Assignment: What are the lines from the top of the entries through the one with "margin:0; padding:0; list-style:none"? Write them out exactly, with no pictures.
Exercise input: Begin
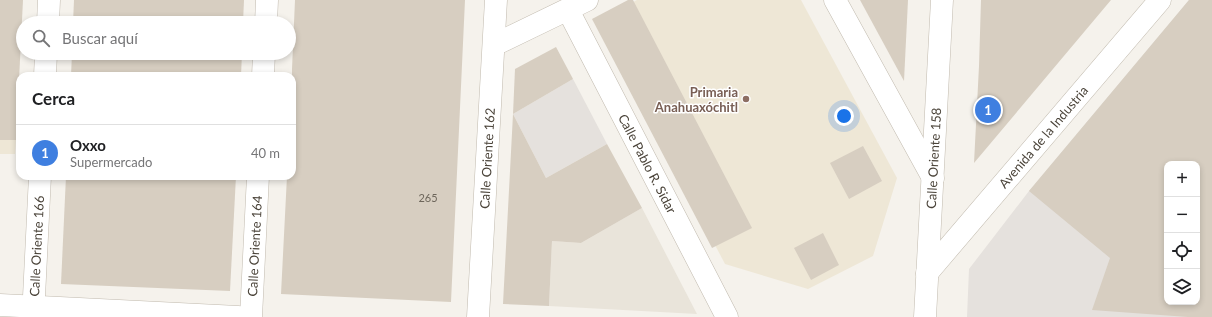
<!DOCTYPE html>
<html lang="es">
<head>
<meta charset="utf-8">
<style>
	body { margin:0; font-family:Lato,sans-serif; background:#f2f2f2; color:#202124 }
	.controls { position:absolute; right:12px; bottom:12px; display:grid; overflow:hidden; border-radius:8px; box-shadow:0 2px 6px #0003 }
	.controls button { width:36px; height:36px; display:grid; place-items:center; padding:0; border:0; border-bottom:1px solid #e0e0e0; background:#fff; color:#202124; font:20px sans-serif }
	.you { position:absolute; left:844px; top:116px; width:14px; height:14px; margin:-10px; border:3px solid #fff; border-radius:50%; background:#1a73e8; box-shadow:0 0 0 6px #1a73e833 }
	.badge { display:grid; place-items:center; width:26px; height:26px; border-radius:50%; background:#0b8043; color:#fff; font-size:13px; font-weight:700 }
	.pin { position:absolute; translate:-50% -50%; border:2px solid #fff; box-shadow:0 1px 4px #0006 }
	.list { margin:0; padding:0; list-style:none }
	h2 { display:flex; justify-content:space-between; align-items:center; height:52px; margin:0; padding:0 16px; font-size:17px }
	h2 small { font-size:13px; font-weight:400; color:#757577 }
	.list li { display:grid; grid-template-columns:26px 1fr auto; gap:12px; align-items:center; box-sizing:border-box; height:56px; padding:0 16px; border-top:1px solid #e0e0e0 }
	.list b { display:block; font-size:15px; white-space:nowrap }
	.list p { margin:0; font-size:13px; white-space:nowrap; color:#757577 }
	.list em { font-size:13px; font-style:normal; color:#757577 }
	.icon { flex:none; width:22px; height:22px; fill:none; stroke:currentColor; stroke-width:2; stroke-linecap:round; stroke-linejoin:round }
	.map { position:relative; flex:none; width:1212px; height:317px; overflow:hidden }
	.search { position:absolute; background:#fff; box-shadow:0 2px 6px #0003; left:16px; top:16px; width:280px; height:44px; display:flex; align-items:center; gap:10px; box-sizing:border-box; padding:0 14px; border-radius:22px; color:#757577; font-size:15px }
	.panel { position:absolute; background:#fff; box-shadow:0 2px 6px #0003; left:16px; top:72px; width:280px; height:108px; border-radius:12px }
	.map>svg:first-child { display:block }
	.residential { fill:#e9e4da }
	.industrial { fill:#e5e1dd; fill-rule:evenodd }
	.education { fill:#eee7d6 }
	.building { fill:#d7cec1; fill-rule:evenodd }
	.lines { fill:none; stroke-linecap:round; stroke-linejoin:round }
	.street-casing { stroke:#c1baae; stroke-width:23 }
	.street { stroke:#fff; stroke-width:22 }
	.education-dot { fill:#8d6e63; stroke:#fff; stroke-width:1.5 }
	.labels { text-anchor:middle; stroke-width:3; stroke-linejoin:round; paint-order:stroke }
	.number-label { font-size:11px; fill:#6d665b }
	.education-label { font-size:13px; font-weight:bold; fill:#785e54; stroke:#fff; text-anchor:end }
	.street-label { font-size:13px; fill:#4a4339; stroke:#fff }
</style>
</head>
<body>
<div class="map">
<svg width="1212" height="317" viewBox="0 0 1212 317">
	<rect width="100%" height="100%" fill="#f5f2ec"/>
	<path class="residential" d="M642,208L697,314L549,306L552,241L581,243Z"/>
	<g class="industrial">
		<path d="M1189,0L1212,317H967L969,269L1029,191ZM1167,164H1197V302H1167Z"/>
		<path d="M573,79L607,144L546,178L513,114Z"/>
	</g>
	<g class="education">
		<path d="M637,0H801L897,178L873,256L808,289L725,264L597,21Z"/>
		<path d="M0,124L17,125L15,154H0Z"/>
	</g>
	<g class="building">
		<path d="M0,0H23L16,140H0Z"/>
		<path d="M74,0H244L243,23H73Z"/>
		<path d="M295,0H465L451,302L281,294L287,176H292V69Z"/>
		<path d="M628,0H633L752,228L712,248L592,19Z"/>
		<path d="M860,0H908L904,81Z"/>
		<path d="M981,0H1111L974,163L979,66Z"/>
		<path d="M1189,0H1212V317H1188L1092,310L1110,258L1029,191ZM1167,164H1197V302H1167Z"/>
		<path d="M556,47L573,79L513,114L515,69Z"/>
		<path d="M72,53H242L241,76H71Z"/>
		<path d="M513,114L546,178L607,144L642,208L581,243L552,241L549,306L503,304Z"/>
		<path d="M863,146L882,181L849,199L830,163Z"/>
		<path d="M66,176H236L230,291L61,284Z"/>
		<path d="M823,233L839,265L811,280L794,248Z"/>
	</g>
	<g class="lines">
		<defs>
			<g id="street">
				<path d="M835,0L933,178"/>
				<path id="s1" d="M568,10L727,317"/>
				<path d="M48,23L49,0"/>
				<path d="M266,23L267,0"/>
				<path d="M494,45L587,0"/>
				<path d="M45,76L46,53"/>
				<path d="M263,76L264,53"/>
				<path id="s2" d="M927,273L1160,0"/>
				<path d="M0,305L238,317"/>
				<path id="s3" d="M33,317L40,176"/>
				<path id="s4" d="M251,317L258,176"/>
				<path id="s5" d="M478,317L496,0"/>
				<path id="s6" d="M925,317L942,0"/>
			</g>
		</defs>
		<use href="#street" class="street-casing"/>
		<use href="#street" class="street"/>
	</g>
	<circle class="education-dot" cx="746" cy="99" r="4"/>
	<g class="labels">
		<g class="number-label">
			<text x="428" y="202">265</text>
		</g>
		<g class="education-label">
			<text x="738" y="97">Primaria<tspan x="738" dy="15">Anahuaxóchitl</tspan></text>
		</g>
		<g class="street-label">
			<text dy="5" stroke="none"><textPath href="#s2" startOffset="179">Avenida de la Industria</textPath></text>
			<text dy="5" stroke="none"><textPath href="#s5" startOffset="159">Calle Oriente 162</textPath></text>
			<text dy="5" stroke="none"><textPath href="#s6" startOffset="159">Calle Oriente 158</textPath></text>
			<text dy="5" stroke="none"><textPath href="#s1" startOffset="173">Calle Pablo R. Sidar</textPath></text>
			<text dy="5" stroke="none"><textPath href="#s3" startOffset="71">Calle Oriente 166</textPath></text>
			<text dy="5" stroke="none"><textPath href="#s4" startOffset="71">Calle Oriente 164</textPath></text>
		</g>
	</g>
</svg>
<div class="controls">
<button>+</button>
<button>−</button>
<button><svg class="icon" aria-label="locate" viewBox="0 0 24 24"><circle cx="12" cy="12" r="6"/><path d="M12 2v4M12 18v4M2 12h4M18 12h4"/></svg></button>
<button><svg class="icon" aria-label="layers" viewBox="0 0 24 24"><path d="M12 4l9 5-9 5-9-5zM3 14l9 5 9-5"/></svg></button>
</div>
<div class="you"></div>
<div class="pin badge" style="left:988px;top:110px;background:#3f7fe0">1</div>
<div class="search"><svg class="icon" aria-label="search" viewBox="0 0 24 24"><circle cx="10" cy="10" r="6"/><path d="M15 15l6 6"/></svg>Buscar aquí</div>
<section class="panel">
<h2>Cerca<small></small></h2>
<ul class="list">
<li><span class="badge" style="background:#3f7fe0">1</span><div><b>Oxxo</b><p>Supermercado</p></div><em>40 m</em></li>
</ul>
</section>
</div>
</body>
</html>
Exercise input: End
Reply to the exercise:
<!DOCTYPE html>
<html lang="es">
<head>
<meta charset="utf-8">
<style>
	body { margin:0; font-family:Lato,sans-serif; background:#f2f2f2; color:#202124 }
	.controls { position:absolute; right:12px; bottom:12px; display:grid; overflow:hidden; border-radius:8px; box-shadow:0 2px 6px #0003 }
	.controls button { width:36px; height:36px; display:grid; place-items:center; padding:0; border:0; border-bottom:1px solid #e0e0e0; background:#fff; color:#202124; font:20px sans-serif }
	.you { position:absolute; left:844px; top:116px; width:14px; height:14px; margin:-10px; border:3px solid #fff; border-radius:50%; background:#1a73e8; box-shadow:0 0 0 6px #1a73e833 }
	.badge { display:grid; place-items:center; width:26px; height:26px; border-radius:50%; background:#0b8043; color:#fff; font-size:13px; font-weight:700 }
	.pin { position:absolute; translate:-50% -50%; border:2px solid #fff; box-shadow:0 1px 4px #0006 }
	.list { margin:0; padding:0; list-style:none }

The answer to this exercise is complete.